Terraform provider for SAP BTP
https://registry.terraform.io/providers/SAP/btp/latest
Apache License 2.0
87 stars 18 forks source link

[FEATURE] Add Retry Logic to resources to avoid rate limiting issues #872

Closed lechnerc77 closed 3 months ago

lechnerc77 commented 3 months ago

What area do you want to see improved?

terraform provider

Is your feature request related to a problem? Please describe.

Currently there might be issues with a rate limiting when running Terraform configurations. One example is the resource subaccount_entitlement that runs into such an an error:

21: resource "btp_subaccount_entitlement" "entitlement" {

Request rate limit exceeded [Error: 11006/429]

This error is documented for the API see https://api.sap.com/api/APIEntitlementsService/path/setServicePlans -> HTTP code 429

Describe the solution you would like

Resources that allow a clear identification of an error due to a rate limit, should support a retry logic in analogy to the timeout block that is already available on some resources.

This retry logic was part of the provider SDK (see https://pkg.go.dev/github.com/hashicorp/terraform-plugin-sdk/v2@v2.34.0/helper/retry) but was not migrated to the Plugin Framework (see https://discuss.hashicorp.com/t/terraform-plugin-framework-what-is-the-replacement-for-waitforstate-or-retrycontext/45538)

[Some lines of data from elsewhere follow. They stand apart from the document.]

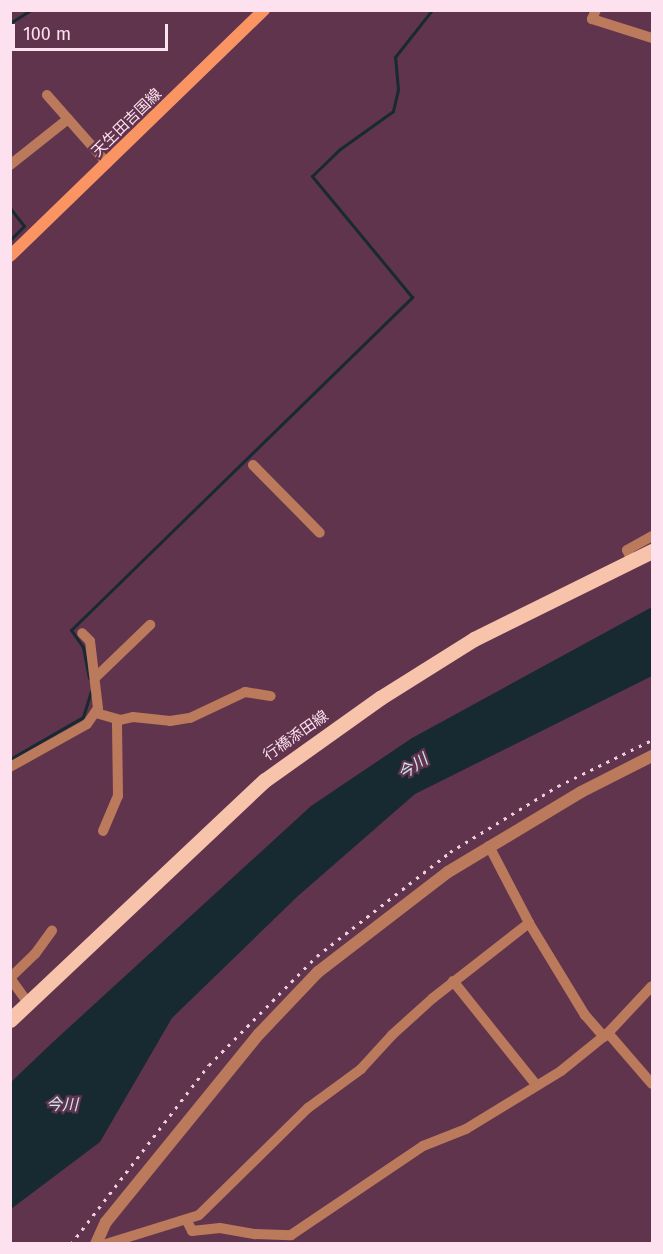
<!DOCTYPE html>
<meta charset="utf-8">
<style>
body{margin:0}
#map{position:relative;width:663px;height:1254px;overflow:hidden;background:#61344d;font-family:"Fira Sans","Noto Sans JP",sans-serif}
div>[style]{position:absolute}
.water>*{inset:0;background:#172a32}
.stream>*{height:3px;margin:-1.5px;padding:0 1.5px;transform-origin:1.5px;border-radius:1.5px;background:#172a32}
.minor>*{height:10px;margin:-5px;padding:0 5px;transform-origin:5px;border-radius:5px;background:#ba7a5b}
.tertiary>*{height:12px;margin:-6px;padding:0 6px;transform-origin:6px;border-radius:6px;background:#ba7a5b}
.secondary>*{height:12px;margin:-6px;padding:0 6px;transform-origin:6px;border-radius:6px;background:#fa9563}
.primary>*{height:15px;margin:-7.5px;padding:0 7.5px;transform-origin:7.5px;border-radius:7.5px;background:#f8c3ab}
.rail>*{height:3px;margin-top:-1.5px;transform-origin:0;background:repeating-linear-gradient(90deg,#eccedd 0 3px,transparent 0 9px)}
span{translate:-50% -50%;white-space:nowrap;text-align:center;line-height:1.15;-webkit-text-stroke:4.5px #61344d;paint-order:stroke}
.street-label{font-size:15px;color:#fde1ef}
.water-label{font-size:16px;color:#cce9f6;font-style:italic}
.frame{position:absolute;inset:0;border:12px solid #fde1ef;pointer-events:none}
.scale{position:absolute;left:12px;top:24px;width:156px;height:27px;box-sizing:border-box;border:3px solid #fde1ef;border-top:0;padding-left:8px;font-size:18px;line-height:21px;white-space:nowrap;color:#fde1ef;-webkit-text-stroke:4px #61344d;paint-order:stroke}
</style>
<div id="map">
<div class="water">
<div style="clip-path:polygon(652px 607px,652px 676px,415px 794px,298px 896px,172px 1018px,100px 1142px,11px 1209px,11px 1082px,53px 1042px,311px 806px,412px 738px)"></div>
</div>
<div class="stream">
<div style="left:10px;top:23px;width:25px;rotate:-32deg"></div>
<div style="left:10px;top:208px;width:23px;rotate:52deg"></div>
<div style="left:24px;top:226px;width:20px;rotate:135deg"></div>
<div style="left:89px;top:678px;width:32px;rotate:-101deg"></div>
<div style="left:83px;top:647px;width:21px;rotate:-125deg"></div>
<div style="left:71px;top:630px;width:477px;rotate:-44.3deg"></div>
<div style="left:412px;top:297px;width:157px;rotate:-129.6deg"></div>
<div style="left:312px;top:176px;width:39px;rotate:-44deg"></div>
<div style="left:340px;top:149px;width:65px;rotate:-35.6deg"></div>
<div style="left:393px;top:111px;width:22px;rotate:-77deg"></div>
<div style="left:398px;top:90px;width:33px;rotate:-95deg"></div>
<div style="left:395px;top:57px;width:60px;rotate:-51.8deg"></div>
<div style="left:10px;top:759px;width:84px;rotate:-29.9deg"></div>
<div style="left:83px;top:717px;width:27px;rotate:-73deg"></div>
</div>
<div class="minor">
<div style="left:596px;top:10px;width:10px;rotate:114deg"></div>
<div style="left:592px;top:19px;width:63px;rotate:17.6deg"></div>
<div style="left:47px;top:95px;width:91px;rotate:48.6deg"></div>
<div style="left:10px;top:165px;width:74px;rotate:-38.4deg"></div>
<div style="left:253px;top:465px;width:95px;rotate:45.4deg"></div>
<div style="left:632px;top:561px;width:12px;rotate:-114deg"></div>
<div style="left:627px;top:550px;width:29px;rotate:-29deg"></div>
<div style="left:97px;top:676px;width:74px;rotate:-43.9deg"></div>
<div style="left:96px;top:713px;width:25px;rotate:16deg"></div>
<div style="left:120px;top:720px;width:13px;rotate:-13deg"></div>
<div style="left:133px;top:717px;width:37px;rotate:6deg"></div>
<div style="left:170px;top:721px;width:20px;rotate:-9deg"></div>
<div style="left:190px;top:718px;width:61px;rotate:-25.3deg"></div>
<div style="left:245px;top:692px;width:26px;rotate:9deg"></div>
<div style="left:10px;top:767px;width:88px;rotate:-29.2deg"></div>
<div style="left:87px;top:724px;width:19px;rotate:-55deg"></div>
<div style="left:98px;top:708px;width:67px;rotate:-96.8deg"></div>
<div style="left:90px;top:641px;width:11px;rotate:-135deg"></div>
<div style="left:103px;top:831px;width:38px;rotate:-67deg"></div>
<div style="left:118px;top:796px;width:76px;rotate:-90.8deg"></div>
<div style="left:489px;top:846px;width:87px;rotate:62.5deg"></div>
<div style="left:529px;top:923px;width:108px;rotate:58.7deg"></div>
<div style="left:585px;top:1015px;width:29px;rotate:49deg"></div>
<div style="left:10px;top:978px;width:35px;rotate:-44deg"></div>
<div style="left:35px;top:954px;width:29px;rotate:-54deg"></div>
<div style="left:10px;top:978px;width:31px;rotate:54deg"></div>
<div style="left:453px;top:981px;width:134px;rotate:51.3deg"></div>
<div style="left:608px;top:1033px;width:67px;rotate:49.2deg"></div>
<div style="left:187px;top:1221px;width:11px;rotate:63deg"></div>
<div style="left:192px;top:1231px;width:28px;rotate:-6deg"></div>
<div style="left:220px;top:1228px;width:36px;rotate:10deg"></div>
<div style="left:255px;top:1234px;width:36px;rotate:2deg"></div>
<div style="left:291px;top:1235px;width:159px;rotate:-34deg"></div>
<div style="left:423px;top:1146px;width:46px;rotate:-21.6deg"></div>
<div style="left:466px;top:1129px;width:111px;rotate:-31.4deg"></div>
<div style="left:561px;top:1071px;width:60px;rotate:-39deg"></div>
<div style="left:608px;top:1033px;width:64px;rotate:-46.9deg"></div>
<div style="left:106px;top:1244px;width:97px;rotate:-17.3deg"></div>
<div style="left:199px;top:1215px;width:153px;rotate:-44.5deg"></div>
<div style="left:308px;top:1108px;width:66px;rotate:-36.3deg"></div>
<div style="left:361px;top:1069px;width:46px;rotate:-47.6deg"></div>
<div style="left:392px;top:1035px;width:55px;rotate:-42.1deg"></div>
<div style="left:433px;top:998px;width:122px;rotate:-38deg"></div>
</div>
<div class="tertiary">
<div style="left:96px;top:1244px;width:24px;rotate:-66deg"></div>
<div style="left:106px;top:1222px;width:242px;rotate:-50.9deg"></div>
<div style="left:259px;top:1034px;width:86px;rotate:-46.4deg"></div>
<div style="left:318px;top:972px;width:164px;rotate:-37.6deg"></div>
<div style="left:448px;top:872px;width:155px;rotate:-31deg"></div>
<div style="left:581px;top:792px;width:80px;rotate:-26.9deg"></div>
</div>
<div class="secondary">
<div style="left:10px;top:256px;width:354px;rotate:-44.1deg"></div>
</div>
<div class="primary">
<div style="left:10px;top:1020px;width:350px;rotate:-43.3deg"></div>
<div style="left:265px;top:780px;width:141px;rotate:-35.5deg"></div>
<div style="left:380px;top:698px;width:111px;rotate:-32.1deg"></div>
<div style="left:474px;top:639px;width:199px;rotate:-26.3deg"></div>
</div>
<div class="rail">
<div style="left:71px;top:1244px;width:226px;rotate:-52.4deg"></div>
<div style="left:209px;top:1065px;width:153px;rotate:-45.3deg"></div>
<div style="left:317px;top:956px;width:169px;rotate:-38deg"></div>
<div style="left:450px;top:852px;width:127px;rotate:-31.4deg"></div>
<div style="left:558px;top:786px;width:105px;rotate:-26.1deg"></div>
</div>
<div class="street-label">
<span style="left:127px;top:123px;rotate:-44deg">天生田吉国線</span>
<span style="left:296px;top:736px;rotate:-35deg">行橋添田線</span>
</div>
<div class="water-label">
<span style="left:413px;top:767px;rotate:-34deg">今川</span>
<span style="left:62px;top:1105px">今川</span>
</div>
<div class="frame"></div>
<div class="scale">100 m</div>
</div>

As the provider already copied the timeout functionality it makes sense to also add the retry functionality to the resources where this is needed based on customer requests and that allow to identify an error as rate limit (and hence as retry-able. The functionality is available in this go package https://pkg.go.dev/github.com/hashicorp/terraform-plugin-sdk/v2/helper/resource#RetryContext.

Describe alternatives you have considered

From a consumer perspective there is not easy way to retry this except for re-scheduling a CI/CD in case of such errors which is quite cumbersome.

Additional context

Potential resources that might be subject to rate limits (HTTP code 429):

The information when a retry makes sense is given via the header field X-Ratelimit-Reset -> needs to be checked if this is returned by BTP CLI server.

Rate limiting might also hit when executing a data source (READ operations) at least the API provides the same HTTP code. Needs to be validated if this also needs to be added to the READ operation

github-actions[bot] commented 3 months ago

Thanks for the feature request. We evaluate it and update the issue accordingly.

Community Note

Voting for Prioritization

Volunteering to Work on This Issue

lechnerc77 commented 3 months ago

How to reproduce a timeout:

variable "entitlements" {
  type        = map(list(string))
  description = "Map with all expected entitlements"
  default = {
    # Alert Notification Service
    "alert-notification" = ["standard"]

    # Application Logging Service
    "application-logs" = ["standard=1"]

    # Audit Log
    "auditlog" = ["oauth2=1"]

    # Cloud Management Service
    "cis" = ["system-basic", "xrs"]

    # Connectivity
    "connectivity" = ["connectivity_proxy"]

    # Custom Domain Service
    "INFRA"                 = ["custom_domains=2"] # Custom Domains Service
    "custom-domain-manager" = ["standard=1"]       # Application

    # Job Scheduling Service
    "jobscheduler" = ["standard=1"]

    # SAP HANA Cloud
    "hana-cloud"       = ["hana"]
    "hana-cloud-tools" = ["tools"]

    # SAP HANA Schemas & HDI Containers
    "hana" = ["schema"]

    # Service Manager
    "service-manager" = ["container", "subaccount-audit", "subaccount-admin"]

    # SAP Credential Store Service
    "credstore" = ["small=1"]
  }
}